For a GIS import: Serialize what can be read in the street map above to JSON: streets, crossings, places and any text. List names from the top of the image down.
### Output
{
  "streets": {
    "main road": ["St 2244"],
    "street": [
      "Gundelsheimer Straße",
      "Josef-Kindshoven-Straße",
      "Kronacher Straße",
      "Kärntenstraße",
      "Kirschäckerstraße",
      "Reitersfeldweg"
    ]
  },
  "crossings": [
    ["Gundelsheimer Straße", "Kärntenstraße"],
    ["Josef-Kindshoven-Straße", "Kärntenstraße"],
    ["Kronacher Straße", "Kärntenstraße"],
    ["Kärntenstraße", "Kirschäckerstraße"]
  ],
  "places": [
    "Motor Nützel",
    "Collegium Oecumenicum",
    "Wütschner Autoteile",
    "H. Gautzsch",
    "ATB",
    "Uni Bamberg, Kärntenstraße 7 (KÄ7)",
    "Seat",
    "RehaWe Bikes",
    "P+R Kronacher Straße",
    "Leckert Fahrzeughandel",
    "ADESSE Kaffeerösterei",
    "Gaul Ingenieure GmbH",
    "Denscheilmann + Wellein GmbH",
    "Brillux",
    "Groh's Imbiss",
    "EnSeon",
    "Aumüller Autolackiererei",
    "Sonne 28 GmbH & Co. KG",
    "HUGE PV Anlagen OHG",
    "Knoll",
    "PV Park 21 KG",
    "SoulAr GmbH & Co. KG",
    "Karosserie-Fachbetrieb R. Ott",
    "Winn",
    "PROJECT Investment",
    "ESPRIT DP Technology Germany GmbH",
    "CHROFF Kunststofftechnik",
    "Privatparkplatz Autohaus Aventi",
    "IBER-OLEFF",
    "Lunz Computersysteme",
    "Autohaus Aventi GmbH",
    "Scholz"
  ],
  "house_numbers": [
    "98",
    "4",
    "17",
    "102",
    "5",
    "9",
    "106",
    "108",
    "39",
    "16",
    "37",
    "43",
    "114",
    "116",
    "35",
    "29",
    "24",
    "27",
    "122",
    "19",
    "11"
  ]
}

Work instruction |
Word for word, copy out the records.

Problem solution |
For a GIS import: Serialize what can be read in the street map above to JSON: streets, crossings, places and any text. List names from the top of the image down.
### Output
{
  "streets": {
    "main road": ["St 2244"],
    "street": [
      "Gundelsheimer Straße",
      "Josef-Kindshoven-Straße",
      "Kronacher Straße",
      "Kärntenstraße",
      "Kirschäckerstraße",
      "Reitersfeldweg"
    ]
  },
  "crossings": [
    ["Gundelsheimer Straße", "Kärntenstraße"],
    ["Josef-Kindshoven-Straße", "Kärntenstraße"],
    ["Kronacher Straße", "Kärntenstraße"],
    ["Kärntenstraße", "Kirschäckerstraße"]
  ],
  "places": [
    "Motor Nützel",
    "Collegium Oecumenicum",
    "Wütschner Autoteile",
    "H. Gautzsch",
    "ATB",
    "Uni Bamberg, Kärntenstraße 7 (KÄ7)",
    "Seat",
    "RehaWe Bikes",
    "P+R Kronacher Straße",
    "Leckert Fahrzeughandel",
    "ADESSE Kaffeerösterei",
    "Gaul Ingenieure GmbH",
    "Denscheilmann + Wellein GmbH",
    "Brillux",
    "Groh's Imbiss",
    "EnSeon",
    "Aumüller Autolackiererei",
    "Sonne 28 GmbH & Co. KG",
    "HUGE PV Anlagen OHG",
    "Knoll",
    "PV Park 21 KG",
    "SoulAr GmbH & Co. KG",
    "Karosserie-Fachbetrieb R. Ott",
    "Winn",
    "PROJECT Investment",
    "ESPRIT DP Technology Germany GmbH",
    "CHROFF Kunststofftechnik",
    "Privatparkplatz Autohaus Aventi",
    "IBER-OLEFF",
    "Lunz Computersysteme",
    "Autohaus Aventi GmbH",
    "Scholz"
  ],
  "house_numbers": [
    "98",
    "4",
    "17",
    "102",
    "5",
    "9",
    "106",
    "108",
    "39",
    "16",
    "37",
    "43",
    "114",
    "116",
    "35",
    "29",
    "24",
    "27",
    "122",
    "19",
    "11"
  ]
}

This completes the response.